3.37 concording, cont. (109)

Willard McCarty (MCCARTY@VM.EPAS.UTORONTO.CA)
Tue, 16 May 89 21:04:22 EDT


Humanist Discussion Group, Vol. 3, No. 37. Tuesday, 16 May 1989.


(1) Date: Monday, 15 May 1989 1821-EST (18 lines)
From: THARPOLD@PENNDRLS
Subject: Concording...

(2) Date: Tue, 16 May 89 16:19:30 EDT (10 lines)
From: db <BOYARIN@TAUNIVM.bitnet>
Subject: Re: 3.29 concording, cont. (29)

(3) Date: Tue, 16 May 89 12:50 EDT (56 lines)
From: J. K. McDonald <MCDOJK@QUCDN>
Subject: Your HUMANIST item 3.29 concording

(1) --------------------------------------------------------------------
Date: Monday, 15 May 1989 1821-EST
From: THARPOLD@PENNDRLS
Subject: Concording...

--Just to add a thought to W. McCarty's addition to J. Abercrombie's
message on new forms of the concording process in a computing
environment.

McCarty points to the need for a morphological component in the
concording function, but notes, "even then, such a tool is exceedingly
clumsy when you want to find ideas, themes and structures, but have only
got or can specify words." This made me think of how nice it would be
to have a process for the parsing of the semantic morphology of texts
(fuzzy memories of Hjelmslev's Glossematics)--or (if we're now making
wish-lists), a process for registering non-linear signifying aspects of
text-material, a la Saussure's anagrammes.

T. Harpold
(2) --------------------------------------------------------------18----
Date: Tue, 16 May 89 16:19:30 EDT
From: db <BOYARIN@TAUNIVM.bitnet>
Subject: Re: 3.29 concording, cont. (29)

I think that the model of the text retrieval system at Bar-Ilan is
very relevant. It has both the kind of morphological analysis that
you speak of and Boolean searches plus within searches etc.
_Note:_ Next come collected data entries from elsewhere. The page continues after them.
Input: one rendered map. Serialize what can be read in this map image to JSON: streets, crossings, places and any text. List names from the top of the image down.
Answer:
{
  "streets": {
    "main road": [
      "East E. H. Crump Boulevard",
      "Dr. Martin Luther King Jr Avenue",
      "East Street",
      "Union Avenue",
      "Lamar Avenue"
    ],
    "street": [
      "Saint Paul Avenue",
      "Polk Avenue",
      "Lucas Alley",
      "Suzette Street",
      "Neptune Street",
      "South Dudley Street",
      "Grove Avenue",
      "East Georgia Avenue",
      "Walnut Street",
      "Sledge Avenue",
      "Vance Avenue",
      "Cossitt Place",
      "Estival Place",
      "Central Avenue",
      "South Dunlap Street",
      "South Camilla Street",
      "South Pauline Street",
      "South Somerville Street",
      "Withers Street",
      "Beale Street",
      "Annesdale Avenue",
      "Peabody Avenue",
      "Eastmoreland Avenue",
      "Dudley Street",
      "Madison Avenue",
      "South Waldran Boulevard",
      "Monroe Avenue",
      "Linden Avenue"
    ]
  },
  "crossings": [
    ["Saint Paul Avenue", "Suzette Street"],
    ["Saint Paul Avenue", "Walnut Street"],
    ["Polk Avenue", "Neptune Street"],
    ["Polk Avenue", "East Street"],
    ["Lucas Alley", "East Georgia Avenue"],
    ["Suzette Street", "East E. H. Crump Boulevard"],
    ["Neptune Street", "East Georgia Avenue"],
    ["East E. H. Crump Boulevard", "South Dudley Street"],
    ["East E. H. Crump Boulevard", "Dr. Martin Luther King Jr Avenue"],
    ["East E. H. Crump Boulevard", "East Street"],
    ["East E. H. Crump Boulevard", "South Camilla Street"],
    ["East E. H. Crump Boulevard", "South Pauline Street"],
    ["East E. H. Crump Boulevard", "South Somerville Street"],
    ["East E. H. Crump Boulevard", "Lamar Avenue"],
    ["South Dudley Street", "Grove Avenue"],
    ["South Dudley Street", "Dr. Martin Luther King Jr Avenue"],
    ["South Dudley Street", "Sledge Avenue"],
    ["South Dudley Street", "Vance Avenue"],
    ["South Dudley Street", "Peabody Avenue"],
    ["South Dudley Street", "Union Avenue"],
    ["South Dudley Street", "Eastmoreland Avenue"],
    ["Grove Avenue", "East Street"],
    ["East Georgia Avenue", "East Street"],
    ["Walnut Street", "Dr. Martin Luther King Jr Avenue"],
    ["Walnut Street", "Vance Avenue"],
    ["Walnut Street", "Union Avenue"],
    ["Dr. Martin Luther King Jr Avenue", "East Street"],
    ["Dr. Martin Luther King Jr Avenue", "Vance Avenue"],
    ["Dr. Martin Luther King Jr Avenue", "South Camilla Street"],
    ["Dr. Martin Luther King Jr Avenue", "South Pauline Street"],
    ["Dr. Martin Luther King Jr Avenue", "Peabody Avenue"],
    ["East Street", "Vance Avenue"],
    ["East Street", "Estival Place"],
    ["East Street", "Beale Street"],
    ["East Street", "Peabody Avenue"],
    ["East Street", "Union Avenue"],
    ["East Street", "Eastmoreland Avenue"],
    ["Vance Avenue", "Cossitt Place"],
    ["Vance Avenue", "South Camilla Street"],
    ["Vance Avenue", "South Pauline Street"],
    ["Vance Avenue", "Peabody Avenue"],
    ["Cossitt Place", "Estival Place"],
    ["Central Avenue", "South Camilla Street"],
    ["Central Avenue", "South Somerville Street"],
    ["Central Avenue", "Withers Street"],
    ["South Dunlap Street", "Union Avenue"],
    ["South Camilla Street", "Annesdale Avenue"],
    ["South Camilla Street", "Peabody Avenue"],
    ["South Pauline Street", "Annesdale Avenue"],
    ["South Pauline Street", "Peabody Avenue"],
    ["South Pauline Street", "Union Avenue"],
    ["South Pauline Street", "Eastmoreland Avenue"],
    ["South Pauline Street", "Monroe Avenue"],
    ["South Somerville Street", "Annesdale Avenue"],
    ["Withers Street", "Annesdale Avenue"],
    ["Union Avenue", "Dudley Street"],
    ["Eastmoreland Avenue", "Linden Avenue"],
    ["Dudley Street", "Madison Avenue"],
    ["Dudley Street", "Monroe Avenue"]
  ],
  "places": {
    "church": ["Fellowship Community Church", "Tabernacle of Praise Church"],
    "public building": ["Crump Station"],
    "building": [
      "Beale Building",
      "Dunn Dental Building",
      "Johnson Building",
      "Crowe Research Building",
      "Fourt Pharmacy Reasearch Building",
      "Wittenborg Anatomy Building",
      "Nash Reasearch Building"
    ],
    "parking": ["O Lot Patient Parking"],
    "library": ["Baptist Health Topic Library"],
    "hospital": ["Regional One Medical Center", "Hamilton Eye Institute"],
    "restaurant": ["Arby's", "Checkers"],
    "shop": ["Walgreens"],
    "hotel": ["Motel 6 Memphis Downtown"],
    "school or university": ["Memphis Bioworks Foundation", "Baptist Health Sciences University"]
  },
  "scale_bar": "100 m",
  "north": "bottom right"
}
The
result is a key-word in context search. Everything else sounds like
hypertext to me, i.e. one person creates the links and then others can
follow them. Boyarin.
(3) --------------------------------------------------------------60----
Date: Tue, 16 May 89 12:50 EDT
From: J. K. McDonald <MCDOJK@QUCDN>
Subject: Your HUMANIST item 3.29 concording

Since 1980 at Queen's University we have been developing our VINCI, a
CALL system for Italian which gets HAL to generate randomly certain
syntactic structures, pre- and post-edited, but quick, flexible, etc.
The machine finds appropriate morphological forms from the lemma
provided (dictionary form) and avoids semantic bloopers because of
the various metonymic fields we have built into the datafiles. Most
recently I have sketched out a system of 'trailing filters' to capture
about 70 semantic relationships (including your antonyms, hyperonyms,
diminutives, register variants, archaisms, etc.) and gave a paper on
the scheme last month to the American Association for Italian Studies
at Lowell MA. I HAVE ALWAYS THOUGHT VINCI MIGHT REVERSE FROM BEING A
CALL SYSTEM TO BEING A HALF INTELLIGENT CONCORDING SYSTEM. I am an
older man; literary scholarship has been expected of me, not this kind
of thing, whatever it is. So I have retired three years early, to get
on with it (Queen's has good pensions). I deplore the litnik-langnik
dichotomy (at Berkeley we had philology--Yakov Malkiel--along with our
Romance literatures for the Ph.D.). We are spreading VINCI from the
old mainframe Italian (with APL) to PC (with C) and my young colleague
Greg Lessard of Queen's French will be giving a paper on our system in
French at your DYNAMIC TEXT. (I'm working on Spanish and Italian.)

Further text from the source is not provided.